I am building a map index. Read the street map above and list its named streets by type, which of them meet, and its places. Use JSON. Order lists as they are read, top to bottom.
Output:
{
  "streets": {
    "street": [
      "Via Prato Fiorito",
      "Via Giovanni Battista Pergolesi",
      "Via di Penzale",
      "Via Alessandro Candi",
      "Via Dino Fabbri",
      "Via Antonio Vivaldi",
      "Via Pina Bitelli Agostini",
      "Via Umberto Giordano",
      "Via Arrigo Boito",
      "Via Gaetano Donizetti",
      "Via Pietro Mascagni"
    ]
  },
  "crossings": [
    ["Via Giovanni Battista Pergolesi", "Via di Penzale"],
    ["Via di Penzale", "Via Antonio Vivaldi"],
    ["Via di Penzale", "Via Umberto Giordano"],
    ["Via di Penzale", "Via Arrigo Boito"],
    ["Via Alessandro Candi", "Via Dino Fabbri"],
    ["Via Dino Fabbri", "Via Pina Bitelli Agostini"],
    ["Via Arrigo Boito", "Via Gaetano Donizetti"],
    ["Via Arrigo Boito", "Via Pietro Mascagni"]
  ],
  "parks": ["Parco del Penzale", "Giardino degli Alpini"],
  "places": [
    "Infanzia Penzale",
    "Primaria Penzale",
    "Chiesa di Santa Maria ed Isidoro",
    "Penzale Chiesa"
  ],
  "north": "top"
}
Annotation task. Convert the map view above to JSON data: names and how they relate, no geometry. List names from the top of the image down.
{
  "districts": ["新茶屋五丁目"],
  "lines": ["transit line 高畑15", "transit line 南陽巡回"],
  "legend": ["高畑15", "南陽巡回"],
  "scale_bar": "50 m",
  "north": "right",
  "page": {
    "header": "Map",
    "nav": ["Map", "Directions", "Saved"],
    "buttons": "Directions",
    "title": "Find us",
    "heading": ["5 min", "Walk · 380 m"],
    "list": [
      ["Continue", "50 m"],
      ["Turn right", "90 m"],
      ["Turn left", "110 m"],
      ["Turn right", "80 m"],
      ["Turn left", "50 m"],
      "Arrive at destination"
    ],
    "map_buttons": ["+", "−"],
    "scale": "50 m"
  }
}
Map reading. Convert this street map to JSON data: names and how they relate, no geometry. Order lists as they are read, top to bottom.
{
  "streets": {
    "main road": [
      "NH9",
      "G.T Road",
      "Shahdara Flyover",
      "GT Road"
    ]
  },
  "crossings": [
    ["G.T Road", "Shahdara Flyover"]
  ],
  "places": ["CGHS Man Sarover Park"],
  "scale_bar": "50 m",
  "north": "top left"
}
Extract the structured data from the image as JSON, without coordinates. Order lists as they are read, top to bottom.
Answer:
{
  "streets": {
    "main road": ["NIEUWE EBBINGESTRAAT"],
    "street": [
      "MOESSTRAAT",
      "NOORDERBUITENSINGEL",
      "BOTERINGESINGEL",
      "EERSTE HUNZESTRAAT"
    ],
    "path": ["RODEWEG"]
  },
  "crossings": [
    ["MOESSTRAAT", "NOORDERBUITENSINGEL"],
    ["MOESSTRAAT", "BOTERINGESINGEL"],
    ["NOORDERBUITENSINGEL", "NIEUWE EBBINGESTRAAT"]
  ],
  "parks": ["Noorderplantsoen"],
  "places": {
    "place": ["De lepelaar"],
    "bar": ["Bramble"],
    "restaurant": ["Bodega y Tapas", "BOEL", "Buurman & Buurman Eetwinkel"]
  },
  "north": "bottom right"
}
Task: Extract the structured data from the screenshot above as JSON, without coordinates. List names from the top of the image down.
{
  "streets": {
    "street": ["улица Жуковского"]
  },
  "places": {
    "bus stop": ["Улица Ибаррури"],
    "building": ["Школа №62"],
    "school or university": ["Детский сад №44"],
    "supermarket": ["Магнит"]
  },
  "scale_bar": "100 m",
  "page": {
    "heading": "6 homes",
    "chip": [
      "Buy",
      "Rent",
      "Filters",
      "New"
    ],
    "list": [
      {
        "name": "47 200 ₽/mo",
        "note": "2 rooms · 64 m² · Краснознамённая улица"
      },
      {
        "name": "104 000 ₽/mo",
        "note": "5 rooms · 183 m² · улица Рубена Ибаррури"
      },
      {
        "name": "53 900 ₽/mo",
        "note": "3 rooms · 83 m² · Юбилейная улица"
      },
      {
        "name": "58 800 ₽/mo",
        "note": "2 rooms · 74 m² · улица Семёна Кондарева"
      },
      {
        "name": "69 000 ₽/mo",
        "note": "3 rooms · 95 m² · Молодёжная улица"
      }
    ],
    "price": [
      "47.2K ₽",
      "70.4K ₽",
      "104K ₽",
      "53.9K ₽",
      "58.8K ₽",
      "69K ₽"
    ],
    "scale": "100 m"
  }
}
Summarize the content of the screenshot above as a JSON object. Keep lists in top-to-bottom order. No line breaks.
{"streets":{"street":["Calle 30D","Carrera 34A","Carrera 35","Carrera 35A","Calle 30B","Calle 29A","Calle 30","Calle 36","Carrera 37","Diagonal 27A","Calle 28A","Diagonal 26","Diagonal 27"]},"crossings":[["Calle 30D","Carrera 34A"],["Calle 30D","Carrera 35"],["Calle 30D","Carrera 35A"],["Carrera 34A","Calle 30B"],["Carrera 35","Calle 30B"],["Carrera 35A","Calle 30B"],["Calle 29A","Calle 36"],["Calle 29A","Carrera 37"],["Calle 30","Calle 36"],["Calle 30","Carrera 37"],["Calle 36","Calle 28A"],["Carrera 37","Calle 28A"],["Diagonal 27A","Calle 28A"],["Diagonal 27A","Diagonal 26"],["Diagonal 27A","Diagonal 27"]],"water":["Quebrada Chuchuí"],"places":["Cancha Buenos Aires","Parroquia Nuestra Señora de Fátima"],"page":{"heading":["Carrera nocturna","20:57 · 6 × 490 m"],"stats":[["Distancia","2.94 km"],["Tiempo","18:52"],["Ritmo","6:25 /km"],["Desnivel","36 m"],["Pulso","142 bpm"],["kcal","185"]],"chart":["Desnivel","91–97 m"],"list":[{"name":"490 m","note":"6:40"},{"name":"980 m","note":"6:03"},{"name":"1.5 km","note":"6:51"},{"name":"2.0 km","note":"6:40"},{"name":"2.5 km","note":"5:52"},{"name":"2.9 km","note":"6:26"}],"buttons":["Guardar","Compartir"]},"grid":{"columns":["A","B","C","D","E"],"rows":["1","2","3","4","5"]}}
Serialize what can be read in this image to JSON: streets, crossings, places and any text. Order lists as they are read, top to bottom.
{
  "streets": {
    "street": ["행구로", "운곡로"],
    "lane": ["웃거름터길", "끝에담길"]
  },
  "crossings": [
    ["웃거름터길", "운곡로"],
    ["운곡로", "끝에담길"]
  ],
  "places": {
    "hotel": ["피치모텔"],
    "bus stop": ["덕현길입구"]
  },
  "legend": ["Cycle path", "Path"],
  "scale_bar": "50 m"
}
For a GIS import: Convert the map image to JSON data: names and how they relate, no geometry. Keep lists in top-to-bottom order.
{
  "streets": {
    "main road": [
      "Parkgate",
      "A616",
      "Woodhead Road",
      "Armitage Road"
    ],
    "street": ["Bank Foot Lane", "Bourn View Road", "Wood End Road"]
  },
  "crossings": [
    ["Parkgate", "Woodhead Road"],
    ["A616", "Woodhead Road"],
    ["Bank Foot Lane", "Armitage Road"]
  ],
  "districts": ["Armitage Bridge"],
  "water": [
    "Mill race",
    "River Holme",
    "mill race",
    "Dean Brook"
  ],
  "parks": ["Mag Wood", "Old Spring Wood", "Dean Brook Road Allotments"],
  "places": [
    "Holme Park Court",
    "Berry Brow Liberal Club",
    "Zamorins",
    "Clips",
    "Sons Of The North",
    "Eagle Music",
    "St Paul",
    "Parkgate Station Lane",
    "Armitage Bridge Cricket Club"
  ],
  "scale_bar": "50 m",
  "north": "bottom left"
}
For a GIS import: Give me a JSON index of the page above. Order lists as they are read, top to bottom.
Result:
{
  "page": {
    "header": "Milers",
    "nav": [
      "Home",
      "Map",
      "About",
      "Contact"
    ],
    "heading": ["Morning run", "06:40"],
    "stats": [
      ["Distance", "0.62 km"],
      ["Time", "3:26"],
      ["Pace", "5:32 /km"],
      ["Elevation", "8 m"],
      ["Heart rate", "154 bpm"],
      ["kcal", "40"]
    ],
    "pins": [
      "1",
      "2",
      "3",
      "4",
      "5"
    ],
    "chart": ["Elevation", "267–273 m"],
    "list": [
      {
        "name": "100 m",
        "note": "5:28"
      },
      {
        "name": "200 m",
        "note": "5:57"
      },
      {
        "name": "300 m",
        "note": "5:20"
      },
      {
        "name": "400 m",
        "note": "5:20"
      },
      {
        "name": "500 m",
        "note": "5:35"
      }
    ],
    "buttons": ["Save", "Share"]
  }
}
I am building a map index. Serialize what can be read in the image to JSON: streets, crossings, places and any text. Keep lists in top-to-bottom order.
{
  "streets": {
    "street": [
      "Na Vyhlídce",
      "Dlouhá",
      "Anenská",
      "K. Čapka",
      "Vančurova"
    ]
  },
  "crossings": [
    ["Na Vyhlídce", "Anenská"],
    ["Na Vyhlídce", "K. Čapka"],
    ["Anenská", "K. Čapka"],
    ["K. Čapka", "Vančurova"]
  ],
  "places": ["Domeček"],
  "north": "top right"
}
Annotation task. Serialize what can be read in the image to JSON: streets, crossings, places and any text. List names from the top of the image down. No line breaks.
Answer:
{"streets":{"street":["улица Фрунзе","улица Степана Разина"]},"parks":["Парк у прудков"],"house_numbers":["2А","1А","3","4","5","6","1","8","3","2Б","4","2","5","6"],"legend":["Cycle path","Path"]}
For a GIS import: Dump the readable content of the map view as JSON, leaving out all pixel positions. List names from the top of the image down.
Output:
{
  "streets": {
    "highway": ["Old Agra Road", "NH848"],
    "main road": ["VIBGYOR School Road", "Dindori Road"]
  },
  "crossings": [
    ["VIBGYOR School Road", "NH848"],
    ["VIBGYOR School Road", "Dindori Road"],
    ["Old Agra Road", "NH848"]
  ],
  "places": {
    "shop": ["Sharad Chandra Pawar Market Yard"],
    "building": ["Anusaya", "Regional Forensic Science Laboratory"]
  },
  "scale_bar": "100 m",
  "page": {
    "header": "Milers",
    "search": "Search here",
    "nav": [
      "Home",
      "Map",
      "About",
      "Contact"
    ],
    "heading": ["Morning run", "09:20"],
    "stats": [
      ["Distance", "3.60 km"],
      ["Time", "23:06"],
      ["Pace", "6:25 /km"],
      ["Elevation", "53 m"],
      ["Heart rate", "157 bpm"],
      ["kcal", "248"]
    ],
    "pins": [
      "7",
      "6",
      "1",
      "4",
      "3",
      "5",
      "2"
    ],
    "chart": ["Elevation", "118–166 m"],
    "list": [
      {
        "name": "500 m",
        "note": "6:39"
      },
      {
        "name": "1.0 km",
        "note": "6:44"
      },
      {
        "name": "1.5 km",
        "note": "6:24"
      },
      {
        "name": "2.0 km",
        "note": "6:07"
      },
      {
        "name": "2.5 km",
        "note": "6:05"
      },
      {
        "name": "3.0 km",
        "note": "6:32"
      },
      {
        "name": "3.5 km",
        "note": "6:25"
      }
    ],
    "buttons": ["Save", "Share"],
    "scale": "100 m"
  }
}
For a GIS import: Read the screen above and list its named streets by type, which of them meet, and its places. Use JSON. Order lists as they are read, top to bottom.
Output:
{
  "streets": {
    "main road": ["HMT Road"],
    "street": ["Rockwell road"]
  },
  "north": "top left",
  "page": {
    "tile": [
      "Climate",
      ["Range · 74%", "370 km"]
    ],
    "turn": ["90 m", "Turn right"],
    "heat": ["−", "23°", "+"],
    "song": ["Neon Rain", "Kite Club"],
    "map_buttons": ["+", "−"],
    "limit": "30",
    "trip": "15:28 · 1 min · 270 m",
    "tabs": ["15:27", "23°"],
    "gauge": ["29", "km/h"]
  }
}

#### [What the task requires]
The lines sought are those in the data above that include the string "meet"; copy each one.

#### [Output below]
I am building a map index. Read the street map above and list its named streets by type, which of them meet, and its places. Use JSON. Order lists as they are read, top to bottom.
For a GIS import: Read the screen above and list its named streets by type, which of them meet, and its places. Use JSON. Order lists as they are read, top to bottom.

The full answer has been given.